Work to be completed -> In the listing below, locate the lines that hold "Give" and copy them.
━━━
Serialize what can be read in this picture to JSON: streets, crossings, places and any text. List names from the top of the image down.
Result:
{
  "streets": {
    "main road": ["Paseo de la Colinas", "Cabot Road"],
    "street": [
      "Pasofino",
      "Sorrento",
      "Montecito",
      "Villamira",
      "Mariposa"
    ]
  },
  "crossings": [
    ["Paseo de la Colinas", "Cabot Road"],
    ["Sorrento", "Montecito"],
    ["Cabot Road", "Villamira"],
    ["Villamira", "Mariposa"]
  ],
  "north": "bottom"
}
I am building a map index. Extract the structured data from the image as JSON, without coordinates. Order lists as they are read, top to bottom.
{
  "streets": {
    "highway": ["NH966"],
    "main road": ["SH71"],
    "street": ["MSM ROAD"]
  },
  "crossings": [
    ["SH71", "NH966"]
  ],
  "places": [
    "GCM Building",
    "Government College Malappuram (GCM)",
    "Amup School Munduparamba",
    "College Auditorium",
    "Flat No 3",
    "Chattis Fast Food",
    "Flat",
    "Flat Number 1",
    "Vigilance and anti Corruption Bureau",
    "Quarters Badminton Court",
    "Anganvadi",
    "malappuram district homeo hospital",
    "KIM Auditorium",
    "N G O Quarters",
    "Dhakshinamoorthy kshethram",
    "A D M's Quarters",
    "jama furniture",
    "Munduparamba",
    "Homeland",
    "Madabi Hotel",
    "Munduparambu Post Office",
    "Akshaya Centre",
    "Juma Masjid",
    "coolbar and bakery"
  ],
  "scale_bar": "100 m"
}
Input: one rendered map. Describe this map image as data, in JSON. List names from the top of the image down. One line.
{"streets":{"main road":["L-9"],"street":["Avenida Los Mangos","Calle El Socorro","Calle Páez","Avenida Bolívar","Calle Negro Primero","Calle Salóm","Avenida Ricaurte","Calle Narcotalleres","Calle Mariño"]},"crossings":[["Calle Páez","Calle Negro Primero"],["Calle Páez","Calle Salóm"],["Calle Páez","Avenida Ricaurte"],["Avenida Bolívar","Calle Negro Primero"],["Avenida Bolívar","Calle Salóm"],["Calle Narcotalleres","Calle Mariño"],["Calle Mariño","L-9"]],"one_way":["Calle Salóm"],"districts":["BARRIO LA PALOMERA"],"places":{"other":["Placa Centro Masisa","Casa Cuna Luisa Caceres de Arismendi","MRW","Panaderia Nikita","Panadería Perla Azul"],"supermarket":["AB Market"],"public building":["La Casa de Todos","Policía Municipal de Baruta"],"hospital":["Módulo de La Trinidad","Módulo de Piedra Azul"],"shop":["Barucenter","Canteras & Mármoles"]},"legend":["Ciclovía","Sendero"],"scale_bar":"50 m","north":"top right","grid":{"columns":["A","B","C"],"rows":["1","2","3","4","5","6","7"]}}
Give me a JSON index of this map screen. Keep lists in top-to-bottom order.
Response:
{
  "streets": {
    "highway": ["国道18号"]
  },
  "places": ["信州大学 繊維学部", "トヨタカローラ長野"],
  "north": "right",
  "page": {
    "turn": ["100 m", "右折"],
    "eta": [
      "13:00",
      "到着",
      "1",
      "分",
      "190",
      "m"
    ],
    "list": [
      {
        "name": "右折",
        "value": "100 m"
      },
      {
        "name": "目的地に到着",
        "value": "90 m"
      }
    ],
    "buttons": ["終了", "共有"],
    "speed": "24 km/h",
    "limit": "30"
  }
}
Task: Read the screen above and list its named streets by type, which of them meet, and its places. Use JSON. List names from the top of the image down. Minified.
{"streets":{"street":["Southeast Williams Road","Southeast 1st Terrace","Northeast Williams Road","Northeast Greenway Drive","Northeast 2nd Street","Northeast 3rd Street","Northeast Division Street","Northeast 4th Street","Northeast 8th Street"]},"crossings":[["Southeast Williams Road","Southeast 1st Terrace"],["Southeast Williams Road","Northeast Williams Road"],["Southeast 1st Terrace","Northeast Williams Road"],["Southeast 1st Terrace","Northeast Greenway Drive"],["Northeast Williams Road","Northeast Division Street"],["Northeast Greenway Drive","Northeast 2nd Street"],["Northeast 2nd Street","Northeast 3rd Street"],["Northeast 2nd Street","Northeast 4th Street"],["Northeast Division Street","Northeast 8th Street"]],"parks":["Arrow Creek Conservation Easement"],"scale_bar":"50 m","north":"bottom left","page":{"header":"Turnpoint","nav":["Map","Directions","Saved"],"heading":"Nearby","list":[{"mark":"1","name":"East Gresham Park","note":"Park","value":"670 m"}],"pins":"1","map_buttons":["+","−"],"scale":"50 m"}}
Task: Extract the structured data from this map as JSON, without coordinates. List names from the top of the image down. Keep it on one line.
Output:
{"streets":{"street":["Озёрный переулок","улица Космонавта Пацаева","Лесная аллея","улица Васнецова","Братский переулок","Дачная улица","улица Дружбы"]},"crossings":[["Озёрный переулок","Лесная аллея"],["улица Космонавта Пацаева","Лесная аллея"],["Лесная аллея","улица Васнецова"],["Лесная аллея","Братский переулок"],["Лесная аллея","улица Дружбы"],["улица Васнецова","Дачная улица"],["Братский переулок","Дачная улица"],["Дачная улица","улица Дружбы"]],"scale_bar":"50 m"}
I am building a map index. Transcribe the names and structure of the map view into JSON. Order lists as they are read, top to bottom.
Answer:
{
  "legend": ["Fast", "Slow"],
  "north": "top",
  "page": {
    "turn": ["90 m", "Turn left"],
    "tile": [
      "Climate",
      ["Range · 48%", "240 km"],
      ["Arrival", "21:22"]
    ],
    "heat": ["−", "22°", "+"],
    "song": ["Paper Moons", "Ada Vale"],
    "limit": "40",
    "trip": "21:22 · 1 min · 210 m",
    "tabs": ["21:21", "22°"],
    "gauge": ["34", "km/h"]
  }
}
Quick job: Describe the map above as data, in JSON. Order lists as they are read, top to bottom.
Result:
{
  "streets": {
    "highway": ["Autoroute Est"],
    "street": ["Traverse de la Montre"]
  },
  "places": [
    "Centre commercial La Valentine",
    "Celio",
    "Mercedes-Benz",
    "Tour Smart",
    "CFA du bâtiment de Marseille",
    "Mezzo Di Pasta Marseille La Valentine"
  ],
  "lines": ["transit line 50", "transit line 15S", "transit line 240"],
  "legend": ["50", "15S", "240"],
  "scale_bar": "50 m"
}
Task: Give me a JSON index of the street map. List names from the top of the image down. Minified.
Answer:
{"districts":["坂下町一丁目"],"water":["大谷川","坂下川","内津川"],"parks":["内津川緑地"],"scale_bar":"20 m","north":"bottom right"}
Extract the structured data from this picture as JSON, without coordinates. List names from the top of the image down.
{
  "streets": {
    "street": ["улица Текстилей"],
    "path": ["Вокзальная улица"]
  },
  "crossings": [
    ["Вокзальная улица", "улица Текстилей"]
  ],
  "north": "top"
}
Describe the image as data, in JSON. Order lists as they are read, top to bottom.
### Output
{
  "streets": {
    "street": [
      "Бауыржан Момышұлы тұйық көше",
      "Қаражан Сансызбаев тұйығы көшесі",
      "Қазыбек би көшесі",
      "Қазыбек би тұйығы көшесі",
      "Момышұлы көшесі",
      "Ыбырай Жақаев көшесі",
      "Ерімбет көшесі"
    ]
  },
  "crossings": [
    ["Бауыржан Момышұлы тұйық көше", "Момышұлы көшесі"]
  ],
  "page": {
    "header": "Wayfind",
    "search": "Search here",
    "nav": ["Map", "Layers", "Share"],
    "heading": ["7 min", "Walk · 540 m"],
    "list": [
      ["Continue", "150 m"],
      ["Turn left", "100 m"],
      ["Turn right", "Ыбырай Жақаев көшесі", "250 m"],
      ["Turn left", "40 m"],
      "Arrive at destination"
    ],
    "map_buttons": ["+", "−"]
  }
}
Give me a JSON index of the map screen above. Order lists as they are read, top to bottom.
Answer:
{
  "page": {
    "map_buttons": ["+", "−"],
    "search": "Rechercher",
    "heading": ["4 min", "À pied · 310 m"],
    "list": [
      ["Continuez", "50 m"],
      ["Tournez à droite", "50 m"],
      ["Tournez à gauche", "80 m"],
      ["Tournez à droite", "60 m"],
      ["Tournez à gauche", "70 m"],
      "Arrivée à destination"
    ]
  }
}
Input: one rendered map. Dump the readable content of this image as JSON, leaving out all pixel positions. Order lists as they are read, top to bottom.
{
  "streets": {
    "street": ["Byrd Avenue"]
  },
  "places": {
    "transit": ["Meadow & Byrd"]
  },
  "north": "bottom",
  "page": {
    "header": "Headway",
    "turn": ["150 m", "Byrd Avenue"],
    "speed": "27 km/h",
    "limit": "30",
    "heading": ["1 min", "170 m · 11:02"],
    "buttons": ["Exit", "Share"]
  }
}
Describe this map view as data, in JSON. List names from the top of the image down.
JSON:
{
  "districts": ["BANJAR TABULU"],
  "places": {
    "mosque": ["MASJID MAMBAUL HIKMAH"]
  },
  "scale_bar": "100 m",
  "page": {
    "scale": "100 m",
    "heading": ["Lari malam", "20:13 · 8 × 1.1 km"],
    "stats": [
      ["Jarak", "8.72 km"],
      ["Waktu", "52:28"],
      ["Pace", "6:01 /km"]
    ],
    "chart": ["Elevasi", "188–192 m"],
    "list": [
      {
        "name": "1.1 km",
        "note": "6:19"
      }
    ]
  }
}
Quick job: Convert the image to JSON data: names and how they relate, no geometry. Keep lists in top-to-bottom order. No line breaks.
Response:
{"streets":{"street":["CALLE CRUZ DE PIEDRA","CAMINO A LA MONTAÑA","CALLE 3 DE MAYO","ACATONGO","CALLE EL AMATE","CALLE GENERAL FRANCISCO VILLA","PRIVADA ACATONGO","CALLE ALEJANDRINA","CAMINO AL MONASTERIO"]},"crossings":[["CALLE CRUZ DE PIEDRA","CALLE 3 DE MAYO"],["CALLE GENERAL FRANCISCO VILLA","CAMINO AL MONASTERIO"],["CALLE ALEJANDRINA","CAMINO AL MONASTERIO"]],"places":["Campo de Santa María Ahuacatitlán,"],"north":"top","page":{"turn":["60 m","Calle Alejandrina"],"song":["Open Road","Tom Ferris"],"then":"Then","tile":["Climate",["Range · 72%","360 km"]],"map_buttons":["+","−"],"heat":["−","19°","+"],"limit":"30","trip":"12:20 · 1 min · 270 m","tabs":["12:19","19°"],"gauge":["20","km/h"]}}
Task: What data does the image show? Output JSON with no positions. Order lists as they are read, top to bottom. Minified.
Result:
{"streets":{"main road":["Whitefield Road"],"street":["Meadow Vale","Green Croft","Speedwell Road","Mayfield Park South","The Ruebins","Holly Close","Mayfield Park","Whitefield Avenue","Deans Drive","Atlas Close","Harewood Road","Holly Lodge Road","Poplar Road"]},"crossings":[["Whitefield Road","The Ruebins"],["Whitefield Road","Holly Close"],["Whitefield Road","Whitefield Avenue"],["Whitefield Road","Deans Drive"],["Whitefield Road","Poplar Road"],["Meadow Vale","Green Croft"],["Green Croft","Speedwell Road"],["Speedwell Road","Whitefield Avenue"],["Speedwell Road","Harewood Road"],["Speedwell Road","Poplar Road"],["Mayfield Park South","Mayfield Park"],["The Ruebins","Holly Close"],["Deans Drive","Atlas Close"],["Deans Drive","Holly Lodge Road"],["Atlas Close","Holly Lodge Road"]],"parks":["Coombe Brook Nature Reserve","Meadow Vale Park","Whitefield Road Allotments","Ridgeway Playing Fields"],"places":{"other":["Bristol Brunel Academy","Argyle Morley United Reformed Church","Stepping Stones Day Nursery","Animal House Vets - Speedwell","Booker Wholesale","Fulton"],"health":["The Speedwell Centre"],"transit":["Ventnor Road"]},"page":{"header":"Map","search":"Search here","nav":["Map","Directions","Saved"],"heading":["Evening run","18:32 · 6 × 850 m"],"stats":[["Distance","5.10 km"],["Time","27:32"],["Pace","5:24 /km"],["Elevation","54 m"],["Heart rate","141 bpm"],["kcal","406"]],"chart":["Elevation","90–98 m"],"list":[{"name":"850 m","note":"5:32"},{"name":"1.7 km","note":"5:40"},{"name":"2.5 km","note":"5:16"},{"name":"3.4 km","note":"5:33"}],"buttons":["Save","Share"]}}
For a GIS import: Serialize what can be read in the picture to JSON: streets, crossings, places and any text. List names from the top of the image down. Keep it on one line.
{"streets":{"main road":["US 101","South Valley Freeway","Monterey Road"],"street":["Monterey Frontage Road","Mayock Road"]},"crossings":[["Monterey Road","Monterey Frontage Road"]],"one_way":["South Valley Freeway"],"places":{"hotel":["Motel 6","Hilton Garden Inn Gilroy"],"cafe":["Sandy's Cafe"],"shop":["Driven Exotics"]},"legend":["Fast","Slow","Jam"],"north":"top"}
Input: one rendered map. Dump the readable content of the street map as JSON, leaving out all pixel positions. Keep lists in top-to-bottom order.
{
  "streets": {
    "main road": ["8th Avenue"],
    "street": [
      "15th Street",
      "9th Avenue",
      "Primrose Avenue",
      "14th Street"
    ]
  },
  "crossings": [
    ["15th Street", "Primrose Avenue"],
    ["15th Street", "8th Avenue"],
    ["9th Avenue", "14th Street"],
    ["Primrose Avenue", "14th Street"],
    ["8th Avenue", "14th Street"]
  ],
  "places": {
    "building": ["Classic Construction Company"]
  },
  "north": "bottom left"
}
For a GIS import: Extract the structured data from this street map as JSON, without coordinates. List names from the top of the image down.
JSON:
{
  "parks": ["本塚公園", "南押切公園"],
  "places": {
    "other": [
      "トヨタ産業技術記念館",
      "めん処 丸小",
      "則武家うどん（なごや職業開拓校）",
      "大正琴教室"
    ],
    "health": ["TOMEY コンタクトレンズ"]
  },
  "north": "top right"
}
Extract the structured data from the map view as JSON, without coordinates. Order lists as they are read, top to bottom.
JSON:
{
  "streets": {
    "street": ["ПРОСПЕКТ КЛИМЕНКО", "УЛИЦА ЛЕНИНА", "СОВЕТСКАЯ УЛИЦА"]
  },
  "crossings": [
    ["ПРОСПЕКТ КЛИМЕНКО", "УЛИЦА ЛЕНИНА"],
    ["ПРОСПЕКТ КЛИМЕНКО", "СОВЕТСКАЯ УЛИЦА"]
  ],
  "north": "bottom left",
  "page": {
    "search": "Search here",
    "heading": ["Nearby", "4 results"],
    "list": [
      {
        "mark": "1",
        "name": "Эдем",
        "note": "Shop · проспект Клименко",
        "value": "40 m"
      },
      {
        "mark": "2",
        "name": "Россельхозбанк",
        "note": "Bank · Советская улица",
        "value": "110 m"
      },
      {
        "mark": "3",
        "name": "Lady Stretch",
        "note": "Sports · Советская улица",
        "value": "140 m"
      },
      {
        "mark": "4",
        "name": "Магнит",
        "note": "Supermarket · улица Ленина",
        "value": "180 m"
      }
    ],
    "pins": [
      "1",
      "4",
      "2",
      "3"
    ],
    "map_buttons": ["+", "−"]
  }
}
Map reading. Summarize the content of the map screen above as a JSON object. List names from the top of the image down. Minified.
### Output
━━━
Output of the exercise ->
Give me a JSON index of this map screen. Keep lists in top-to-bottom order.
Task: Give me a JSON index of the street map. List names from the top of the image down. Minified.
Give me a JSON index of the map screen above. Order lists as they are read, top to bottom.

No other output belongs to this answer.